***** Extracted information
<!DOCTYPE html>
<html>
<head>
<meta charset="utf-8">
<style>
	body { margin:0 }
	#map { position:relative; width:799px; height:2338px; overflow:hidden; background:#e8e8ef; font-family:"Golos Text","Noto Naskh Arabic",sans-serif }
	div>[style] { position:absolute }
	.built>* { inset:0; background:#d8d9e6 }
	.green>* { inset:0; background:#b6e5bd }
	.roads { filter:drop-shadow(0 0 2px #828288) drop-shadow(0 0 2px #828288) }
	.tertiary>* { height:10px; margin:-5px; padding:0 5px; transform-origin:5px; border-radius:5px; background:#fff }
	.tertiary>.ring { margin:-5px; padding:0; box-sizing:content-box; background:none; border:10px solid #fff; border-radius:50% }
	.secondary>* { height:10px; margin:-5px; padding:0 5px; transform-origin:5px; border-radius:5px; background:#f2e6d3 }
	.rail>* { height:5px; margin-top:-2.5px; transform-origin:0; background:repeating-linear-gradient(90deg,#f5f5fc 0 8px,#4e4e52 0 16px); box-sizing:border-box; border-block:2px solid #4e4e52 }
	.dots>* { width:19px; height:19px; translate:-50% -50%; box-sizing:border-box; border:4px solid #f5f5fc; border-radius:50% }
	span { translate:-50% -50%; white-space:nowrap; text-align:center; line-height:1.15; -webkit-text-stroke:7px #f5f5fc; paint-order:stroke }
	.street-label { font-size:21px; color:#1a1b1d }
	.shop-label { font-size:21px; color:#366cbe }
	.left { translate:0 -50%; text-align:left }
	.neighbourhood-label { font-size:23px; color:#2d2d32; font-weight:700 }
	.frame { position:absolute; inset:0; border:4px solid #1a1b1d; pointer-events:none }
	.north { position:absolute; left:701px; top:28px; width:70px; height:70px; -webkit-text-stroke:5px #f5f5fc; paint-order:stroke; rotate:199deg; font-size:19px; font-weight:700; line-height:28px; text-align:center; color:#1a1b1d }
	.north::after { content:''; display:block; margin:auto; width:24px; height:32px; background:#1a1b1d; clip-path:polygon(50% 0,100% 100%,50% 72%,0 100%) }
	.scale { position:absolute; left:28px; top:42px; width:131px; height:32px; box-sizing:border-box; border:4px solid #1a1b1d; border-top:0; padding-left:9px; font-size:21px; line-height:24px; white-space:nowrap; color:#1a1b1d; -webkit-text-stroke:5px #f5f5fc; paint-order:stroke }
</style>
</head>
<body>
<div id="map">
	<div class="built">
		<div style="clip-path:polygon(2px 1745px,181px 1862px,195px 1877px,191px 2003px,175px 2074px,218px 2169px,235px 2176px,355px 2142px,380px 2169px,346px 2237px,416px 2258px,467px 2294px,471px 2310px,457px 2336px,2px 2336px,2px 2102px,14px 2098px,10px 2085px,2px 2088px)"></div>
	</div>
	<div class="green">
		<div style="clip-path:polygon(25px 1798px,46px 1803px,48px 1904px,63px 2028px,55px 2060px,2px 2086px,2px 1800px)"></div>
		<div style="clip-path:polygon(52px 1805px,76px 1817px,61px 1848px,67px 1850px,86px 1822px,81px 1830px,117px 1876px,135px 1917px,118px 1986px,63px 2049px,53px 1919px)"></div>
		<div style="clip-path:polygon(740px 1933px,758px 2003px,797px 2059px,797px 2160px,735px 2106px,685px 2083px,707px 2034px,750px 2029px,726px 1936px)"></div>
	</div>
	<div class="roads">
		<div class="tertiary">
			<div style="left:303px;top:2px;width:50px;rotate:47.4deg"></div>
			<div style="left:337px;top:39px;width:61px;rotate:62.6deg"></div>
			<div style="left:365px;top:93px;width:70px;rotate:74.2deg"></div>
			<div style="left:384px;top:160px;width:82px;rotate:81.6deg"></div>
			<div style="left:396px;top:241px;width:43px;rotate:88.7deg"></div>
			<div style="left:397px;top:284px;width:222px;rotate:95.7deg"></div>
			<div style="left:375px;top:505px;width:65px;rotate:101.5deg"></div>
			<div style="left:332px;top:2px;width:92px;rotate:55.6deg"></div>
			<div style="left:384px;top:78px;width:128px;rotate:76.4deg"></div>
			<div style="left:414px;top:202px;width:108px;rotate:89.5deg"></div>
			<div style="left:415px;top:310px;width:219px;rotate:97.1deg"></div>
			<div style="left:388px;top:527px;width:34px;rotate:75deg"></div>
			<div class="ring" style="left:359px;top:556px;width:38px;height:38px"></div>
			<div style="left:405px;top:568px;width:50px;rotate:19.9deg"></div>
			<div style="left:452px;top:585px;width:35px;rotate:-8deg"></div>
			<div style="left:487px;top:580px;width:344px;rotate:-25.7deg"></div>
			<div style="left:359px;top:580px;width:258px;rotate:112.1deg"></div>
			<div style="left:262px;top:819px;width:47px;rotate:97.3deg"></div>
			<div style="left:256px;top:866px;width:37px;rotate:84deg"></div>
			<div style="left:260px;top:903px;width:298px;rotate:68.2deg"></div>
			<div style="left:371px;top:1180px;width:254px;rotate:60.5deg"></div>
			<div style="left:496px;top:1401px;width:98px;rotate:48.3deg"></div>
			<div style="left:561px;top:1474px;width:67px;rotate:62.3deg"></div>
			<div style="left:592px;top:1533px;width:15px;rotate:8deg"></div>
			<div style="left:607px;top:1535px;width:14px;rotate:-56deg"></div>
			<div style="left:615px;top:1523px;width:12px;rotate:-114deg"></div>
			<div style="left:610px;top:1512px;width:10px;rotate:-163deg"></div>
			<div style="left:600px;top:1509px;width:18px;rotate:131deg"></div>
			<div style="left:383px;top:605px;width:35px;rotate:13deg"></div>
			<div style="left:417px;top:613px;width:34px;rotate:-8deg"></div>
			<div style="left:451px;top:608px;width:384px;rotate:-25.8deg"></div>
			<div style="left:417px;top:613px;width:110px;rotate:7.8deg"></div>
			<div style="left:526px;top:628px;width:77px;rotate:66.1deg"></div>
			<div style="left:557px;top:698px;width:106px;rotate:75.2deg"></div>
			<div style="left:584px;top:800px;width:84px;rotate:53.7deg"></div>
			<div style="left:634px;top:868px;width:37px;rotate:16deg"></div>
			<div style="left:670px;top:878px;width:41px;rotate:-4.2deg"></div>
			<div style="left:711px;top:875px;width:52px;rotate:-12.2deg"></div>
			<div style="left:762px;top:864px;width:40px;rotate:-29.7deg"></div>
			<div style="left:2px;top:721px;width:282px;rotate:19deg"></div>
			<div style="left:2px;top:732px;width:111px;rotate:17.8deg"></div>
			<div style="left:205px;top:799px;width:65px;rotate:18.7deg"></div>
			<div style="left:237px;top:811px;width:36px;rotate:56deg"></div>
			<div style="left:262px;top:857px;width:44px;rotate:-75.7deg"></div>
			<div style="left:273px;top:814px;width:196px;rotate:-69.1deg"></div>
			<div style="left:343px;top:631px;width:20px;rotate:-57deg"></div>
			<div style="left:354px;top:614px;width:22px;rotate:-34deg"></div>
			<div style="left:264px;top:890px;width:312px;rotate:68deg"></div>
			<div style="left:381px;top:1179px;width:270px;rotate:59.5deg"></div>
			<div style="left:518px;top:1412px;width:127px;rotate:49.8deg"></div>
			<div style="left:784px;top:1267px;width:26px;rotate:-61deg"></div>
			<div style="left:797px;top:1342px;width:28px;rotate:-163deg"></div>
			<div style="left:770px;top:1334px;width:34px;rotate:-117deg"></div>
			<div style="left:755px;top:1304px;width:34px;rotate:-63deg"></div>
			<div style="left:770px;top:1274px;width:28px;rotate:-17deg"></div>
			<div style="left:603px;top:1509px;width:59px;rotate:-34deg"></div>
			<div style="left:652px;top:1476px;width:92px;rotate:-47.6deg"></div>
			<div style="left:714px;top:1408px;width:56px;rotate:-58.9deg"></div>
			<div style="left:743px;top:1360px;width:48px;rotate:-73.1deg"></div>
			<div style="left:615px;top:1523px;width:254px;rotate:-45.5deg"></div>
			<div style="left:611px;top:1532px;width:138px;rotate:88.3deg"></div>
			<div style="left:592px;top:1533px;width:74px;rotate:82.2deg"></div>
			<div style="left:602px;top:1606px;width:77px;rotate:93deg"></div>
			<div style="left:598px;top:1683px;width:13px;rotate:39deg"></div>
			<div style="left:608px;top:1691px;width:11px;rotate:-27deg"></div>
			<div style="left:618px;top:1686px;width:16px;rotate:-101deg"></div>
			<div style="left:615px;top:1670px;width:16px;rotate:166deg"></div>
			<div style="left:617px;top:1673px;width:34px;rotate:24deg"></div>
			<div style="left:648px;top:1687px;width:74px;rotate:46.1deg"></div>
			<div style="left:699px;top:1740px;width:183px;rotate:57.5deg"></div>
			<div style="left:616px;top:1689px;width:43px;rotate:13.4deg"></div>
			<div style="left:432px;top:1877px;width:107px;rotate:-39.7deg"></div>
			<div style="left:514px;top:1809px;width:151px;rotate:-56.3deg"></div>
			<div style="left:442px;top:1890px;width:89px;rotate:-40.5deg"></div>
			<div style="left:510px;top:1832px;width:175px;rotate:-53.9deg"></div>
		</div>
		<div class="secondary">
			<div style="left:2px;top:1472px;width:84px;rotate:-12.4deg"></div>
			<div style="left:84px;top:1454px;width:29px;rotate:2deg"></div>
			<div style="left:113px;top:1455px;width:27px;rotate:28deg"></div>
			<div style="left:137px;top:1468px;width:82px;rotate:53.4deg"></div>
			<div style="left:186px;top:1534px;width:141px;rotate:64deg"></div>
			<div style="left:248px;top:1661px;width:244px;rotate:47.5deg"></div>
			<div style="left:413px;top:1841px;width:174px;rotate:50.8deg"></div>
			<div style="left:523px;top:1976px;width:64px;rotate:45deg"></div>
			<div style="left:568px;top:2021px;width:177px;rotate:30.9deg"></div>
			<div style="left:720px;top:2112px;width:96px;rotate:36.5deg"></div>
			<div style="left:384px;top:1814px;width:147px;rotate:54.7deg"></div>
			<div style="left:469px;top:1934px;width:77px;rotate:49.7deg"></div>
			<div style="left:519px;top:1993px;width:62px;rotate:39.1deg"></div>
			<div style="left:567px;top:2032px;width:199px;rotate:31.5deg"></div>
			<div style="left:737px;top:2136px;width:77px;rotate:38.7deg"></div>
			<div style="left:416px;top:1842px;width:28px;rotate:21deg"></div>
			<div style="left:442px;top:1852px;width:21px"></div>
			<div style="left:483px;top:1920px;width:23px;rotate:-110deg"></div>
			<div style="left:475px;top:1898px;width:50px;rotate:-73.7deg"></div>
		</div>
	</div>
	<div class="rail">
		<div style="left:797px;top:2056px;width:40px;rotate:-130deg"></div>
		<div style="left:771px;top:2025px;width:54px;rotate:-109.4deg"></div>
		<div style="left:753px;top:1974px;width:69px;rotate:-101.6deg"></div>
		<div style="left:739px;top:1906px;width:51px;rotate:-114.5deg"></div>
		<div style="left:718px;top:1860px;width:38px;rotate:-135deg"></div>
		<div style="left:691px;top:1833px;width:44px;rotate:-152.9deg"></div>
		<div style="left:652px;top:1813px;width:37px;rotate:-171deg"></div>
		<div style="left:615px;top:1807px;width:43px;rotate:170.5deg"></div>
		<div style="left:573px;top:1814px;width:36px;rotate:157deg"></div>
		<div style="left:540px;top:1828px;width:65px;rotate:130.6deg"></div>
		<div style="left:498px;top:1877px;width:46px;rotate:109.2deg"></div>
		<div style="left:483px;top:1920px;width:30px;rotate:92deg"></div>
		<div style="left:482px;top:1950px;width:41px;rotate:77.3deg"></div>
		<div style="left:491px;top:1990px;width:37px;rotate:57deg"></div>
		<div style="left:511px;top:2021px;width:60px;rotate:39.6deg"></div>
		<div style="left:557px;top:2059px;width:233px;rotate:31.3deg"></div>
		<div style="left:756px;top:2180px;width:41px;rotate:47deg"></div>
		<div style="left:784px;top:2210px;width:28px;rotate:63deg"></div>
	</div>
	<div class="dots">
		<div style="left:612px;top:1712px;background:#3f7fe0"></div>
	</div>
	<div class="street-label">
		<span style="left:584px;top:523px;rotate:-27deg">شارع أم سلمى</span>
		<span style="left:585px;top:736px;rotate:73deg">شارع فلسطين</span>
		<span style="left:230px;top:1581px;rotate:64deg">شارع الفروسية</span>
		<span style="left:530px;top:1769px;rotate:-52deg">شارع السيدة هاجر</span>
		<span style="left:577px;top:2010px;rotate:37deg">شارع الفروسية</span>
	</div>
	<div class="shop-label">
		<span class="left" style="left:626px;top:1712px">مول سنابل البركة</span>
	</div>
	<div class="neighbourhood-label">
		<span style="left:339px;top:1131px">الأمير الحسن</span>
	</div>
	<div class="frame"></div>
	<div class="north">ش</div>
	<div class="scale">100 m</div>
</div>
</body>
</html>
**********
> [What you have to do]
Print the lines above, unchanged, from the start of the records to the line with "position:relative; width:799px; height:2338px;", including that final line.

> [Answer below]
<!DOCTYPE html>
<html>
<head>
<meta charset="utf-8">
<style>
	body { margin:0 }
	#map { position:relative; width:799px; height:2338px; overflow:hidden; background:#e8e8ef; font-family:"Golos Text","Noto Naskh Arabic",sans-serif }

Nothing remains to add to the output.